Incontriamo un'efficace critica controcorrente, nel secondo movimento dell'allegoria, negativo, e nel corso del quale la trasformazione del cineasta in stilista, dobbiamo sottolinearlo, non ha nulla a che fare con la debolezza personale o l'opportunismo, o qualcosa di quel tipo, ma con la forza del buco nero, irresistibile, che esercita la realtà spettacolare, inghiottendo tutto e tutti.

Più che intenzione, dunque, la critica effettiva è opera della forma, oggettiva, come la realtà, e oggettiva come l'ironia, che la realtà a volte ci predica spettacolarmente.

Non potevamo determinare con certezza, oggettivamente, sullo schermo, se Altman fosse o meno autoironico, se fosse consapevole di questa illuminante interruzione, della sua conversione, possibile e pericolosa, in uno stilista di punta dell'industria culturale. Se solo fosse comparso brevemente in passerella, a colpo d'occhio, solo una volta, in maniera hitchcockiana… Non ci pare., In ogni caso, consapevolmente o meno, ironicamente o no, il film è tremendamente istruttivo, come tutte le buone allegorie.

*Airton Paschoa è uno scrittore, autore, tra gli altri libri, di la vita dei pinguini (Nanchino, 2014).

Riferimento

Prete a porter

USA, 1994, 132 minuti

Regia: Robert Altmann

Interpreti: Julia Roberts, Marcello Mastroianni, Sophia Loren, Jean Pierre Cassel

note:

, Pubblicato male sulla rivista cinema, n. 14, novembre/dicembre/1998. La "revisione" l'ha trasformata in una passerella di orrori...

, L'accoglienza del film da parte delle principali organizzazioni di stampa dell'asse Rio-San Paolo è rimasta generalmente in linea con questo piano. Curioso che sia stato lodato o deriso per gli stessi motivi, vuoi per la devastante satira del circo della moda, vuoi per la superficialità di quella satira.
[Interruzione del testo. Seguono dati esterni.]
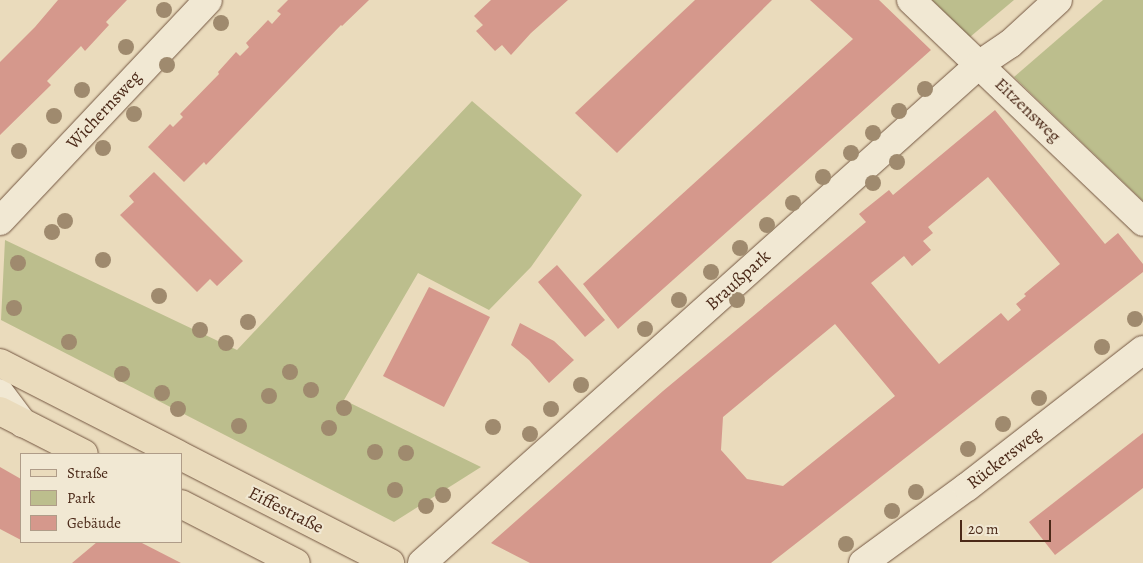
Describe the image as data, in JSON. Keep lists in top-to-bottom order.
{
  "streets": {
    "main road": ["Eiffestraße"],
    "street": [
      "Wichernsweg",
      "Eitzensweg",
      "Braußpark",
      "Rückersweg"
    ]
  },
  "crossings": [
    ["Eitzensweg", "Braußpark"]
  ],
  "legend": ["Straße", "Park", "Gebäude"],
  "scale_bar": "20 m"
}
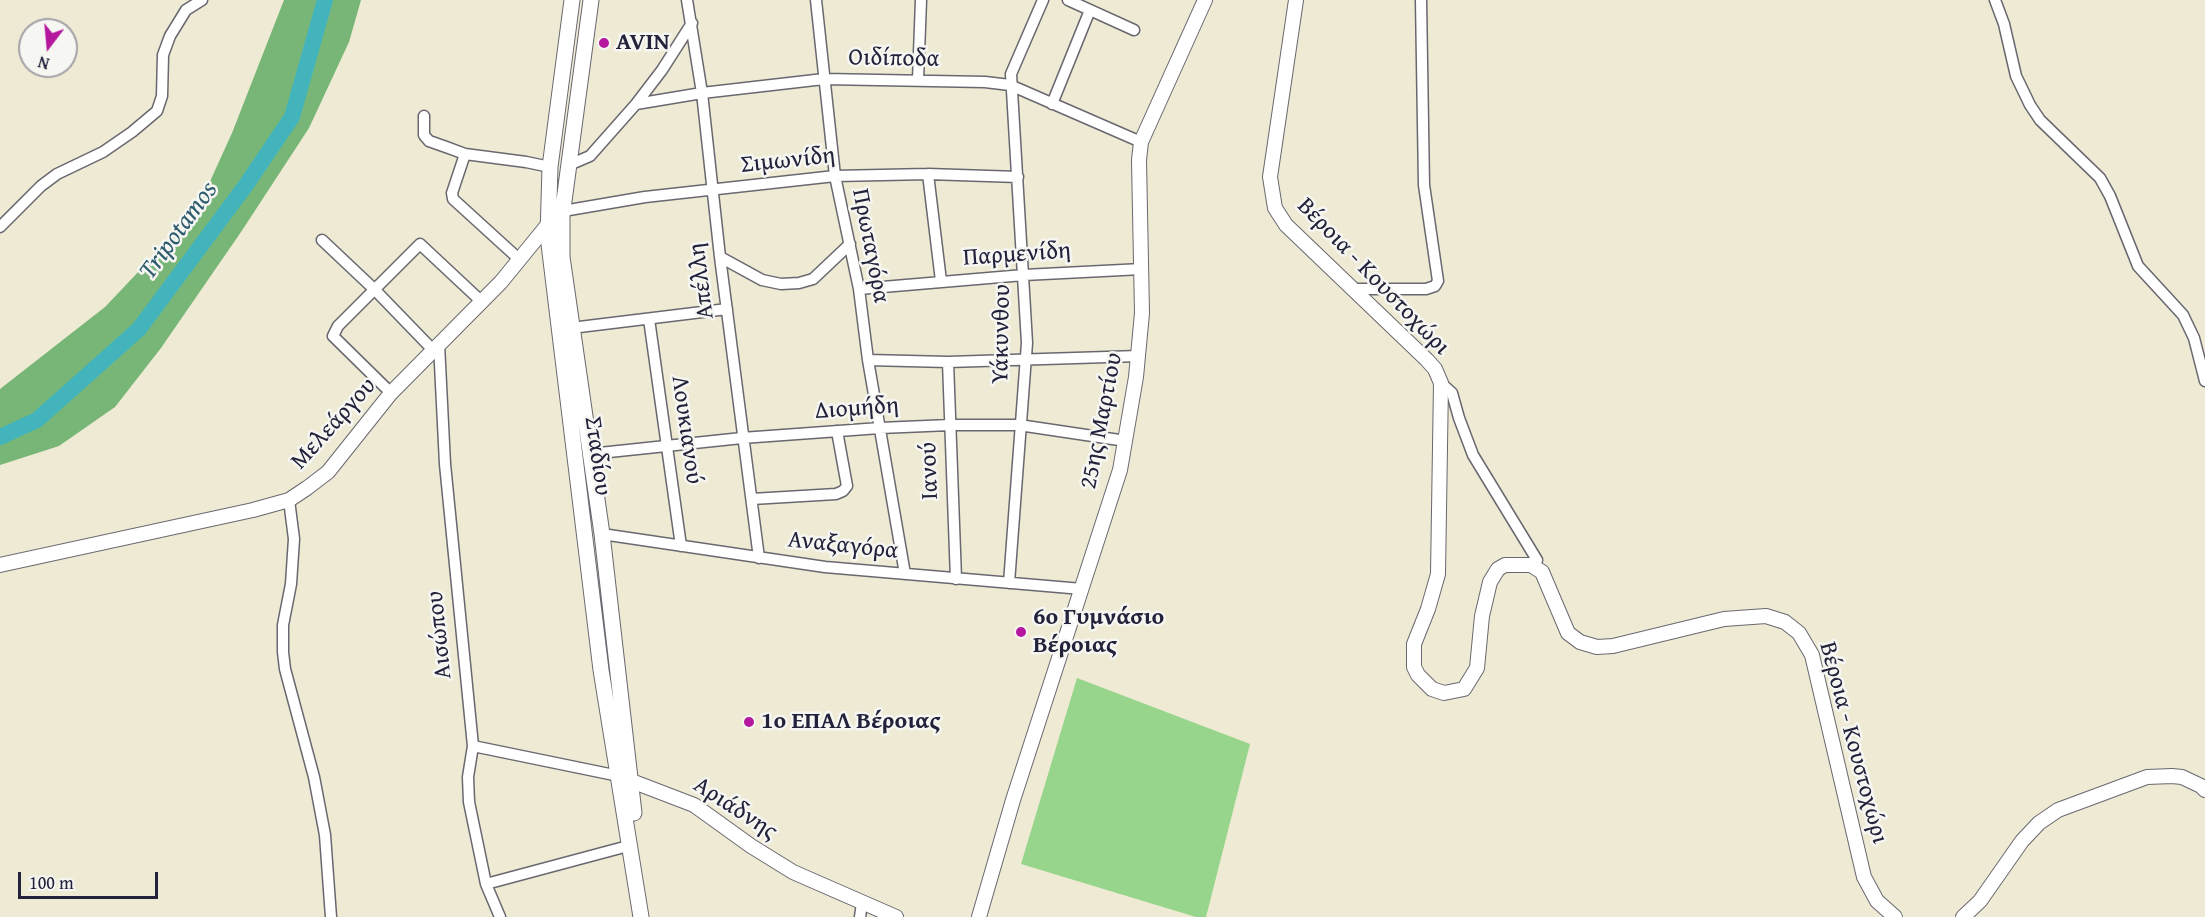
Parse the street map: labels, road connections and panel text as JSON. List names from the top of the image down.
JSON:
{
  "streets": {
    "main road": ["Σταδίου"],
    "street": [
      "Οιδίποδα",
      "Σιμωνίδη",
      "Πρωταγόρα",
      "Παρμενίδη",
      "Βέροια - Κουστοχώρι",
      "Απέλλη",
      "Υάκυνθου",
      "Διομήδη",
      "25ης Μαρτίου",
      "Μελεάργου",
      "Λουκιανού",
      "Ιανού",
      "Αναξαγόρα",
      "Αισώπου",
      "Αριάδνης"
    ]
  },
  "crossings": [
    ["Οιδίποδα", "Πρωταγόρα"],
    ["Οιδίποδα", "Απέλλη"],
    ["Οιδίποδα", "Υάκυνθου"],
    ["Οιδίποδα", "25ης Μαρτίου"],
    ["Σιμωνίδη", "Πρωταγόρα"],
    ["Σιμωνίδη", "Απέλλη"],
    ["Σιμωνίδη", "Υάκυνθου"],
    ["Σιμωνίδη", "Μελεάργου"],
    ["Σιμωνίδη", "Σταδίου"],
    ["Πρωταγόρα", "Παρμενίδη"],
    ["Πρωταγόρα", "Διομήδη"],
    ["Πρωταγόρα", "Αναξαγόρα"],
    ["Παρμενίδη", "Υάκυνθου"],
    ["Παρμενίδη", "25ης Μαρτίου"],
    ["Απέλλη", "Διομήδη"],
    ["Απέλλη", "Αναξαγόρα"],
    ["Υάκυνθου", "Διομήδη"],
    ["Υάκυνθου", "Αναξαγόρα"],
    ["Διομήδη", "25ης Μαρτίου"],
    ["Διομήδη", "Λουκιανού"],
    ["Διομήδη", "Σταδίου"],
    ["Διομήδη", "Ιανού"],
    ["25ης Μαρτίου", "Αναξαγόρα"],
    ["Μελεάργου", "Σταδίου"],
    ["Μελεάργου", "Αισώπου"],
    ["Λουκιανού", "Αναξαγόρα"],
    ["Σταδίου", "Αναξαγόρα"],
    ["Σταδίου", "Αριάδνης"],
    ["Ιανού", "Αναξαγόρα"],
    ["Αισώπου", "Αριάδνης"]
  ],
  "water": ["Tripotamos"],
  "places": ["AVIN", "6ο Γυμνάσιο Βέροιας", "1ο ΕΠΑΛ Βέροιας"],
  "scale_bar": "100 m",
  "north": "bottom"
}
L'unica critica più sostanziale che ha toccato, pur non elaborando, comprensibilmente, il punto decisivo della nostra visione del film, lo statuto ambiguo della sua rappresentazione, è stata purtroppo non firmata (“Corte e cultura”, Guardare, 19/4/95).
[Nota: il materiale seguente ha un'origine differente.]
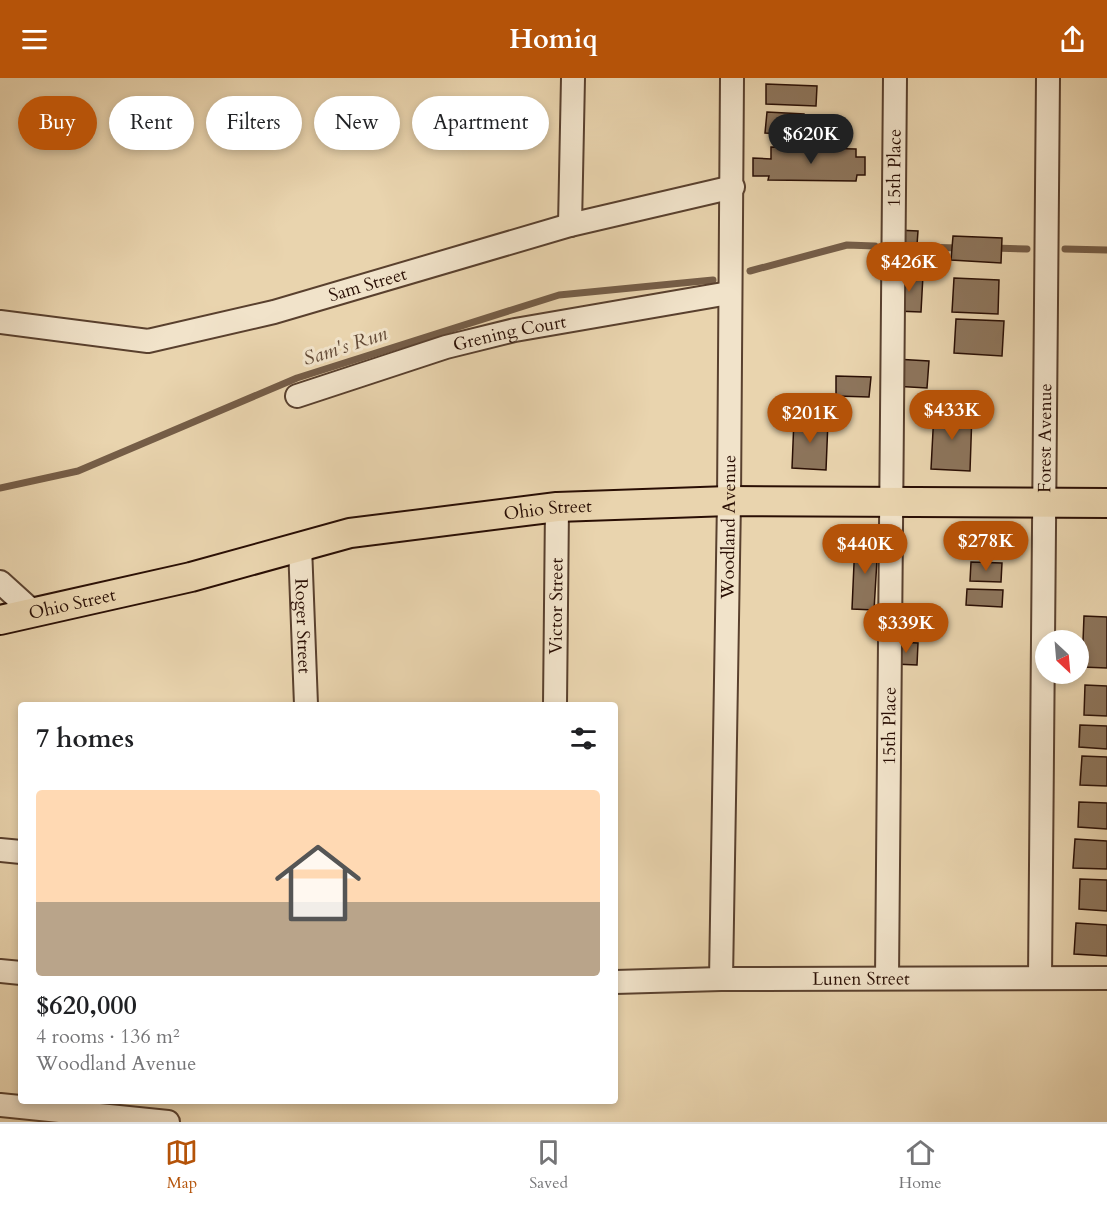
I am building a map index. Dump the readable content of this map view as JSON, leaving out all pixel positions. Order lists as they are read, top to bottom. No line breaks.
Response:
{"streets":{"main road":["Ohio Street"],"street":["15th Place","Sam Street","Grening Court","Forest Avenue","Woodland Avenue","Victor Street","Roger Street","Lunen Street"]},"crossings":[["15th Place","Ohio Street"],["15th Place","Lunen Street"],["Sam Street","Woodland Avenue"],["Grening Court","Woodland Avenue"],["Forest Avenue","Ohio Street"],["Forest Avenue","Lunen Street"],["Ohio Street","Woodland Avenue"],["Ohio Street","Victor Street"],["Ohio Street","Roger Street"],["Woodland Avenue","Lunen Street"]],"water":["Sam's Run"],"north":"bottom right","page":{"header":"Homiq","chip":["Buy","Rent","Filters","New","Apartment"],"price":["$620K","$426K","$433K","$201K","$278K","$440K","$339K"],"heading":"7 homes","list":[{"name":"$620,000","note":"4 rooms · 136 m² · Woodland Avenue"}],"tabs":["Map","Saved","Home"]}}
[3] Il gesto di rassegnazione di Simone Lo è però negativo, per l'aria di vittoria morale dell'Arte sull'Industria, se positiva, inserita che lo è, ricordiamolo, nel primo movimento dell'allegoria.

[4] Si può obiettare che nel film compare il cinema, ed è un dato di fatto. Appare nelle citazioni del giornalista, appare come uno scherzo in quel film dell'orrore descritto da Belafonte (la rielezione di Reagan, Nancy Reagan che forma un governo parallelo, Oliver North come Segretario alla Salute e alle Risorse Umane e Sidney Poitier come presidente dell'American Express) e che indirettamente fa svenire dallo spavento anche la bella Isabella, sempre così padrona di sé; appare soprattutto nella citazione di quelle versioni del brodo De Sica, e il fatto che appaia già in versioni diluite del neorealismo potrebbe rappresentare un indizio della consapevolezza, almeno, della voracità usurpatrice dell'industria culturale, tematizzata ancora, visibilmente, nella camicia Che Guevara dello stilista sotterraneo… Sono d'accordo. Ma continuo a dubitare che questa consapevolezza dello spettacolo, che non implica necessariamente la consapevolezza di farne parte, e ancor meno la consapevolezza di farne parte talvolta in una condizione che negli altri maggiormente deploriamo, — non mi sembra, insomma, che la coscienza dello spettacolo, manifestata in questa coscienza riflessiva del cinema, espressione della modernità, come si dice, ed espressa nella molteplicità delle citazioni, si confonderebbe con l'autoironia. Crediamo di no.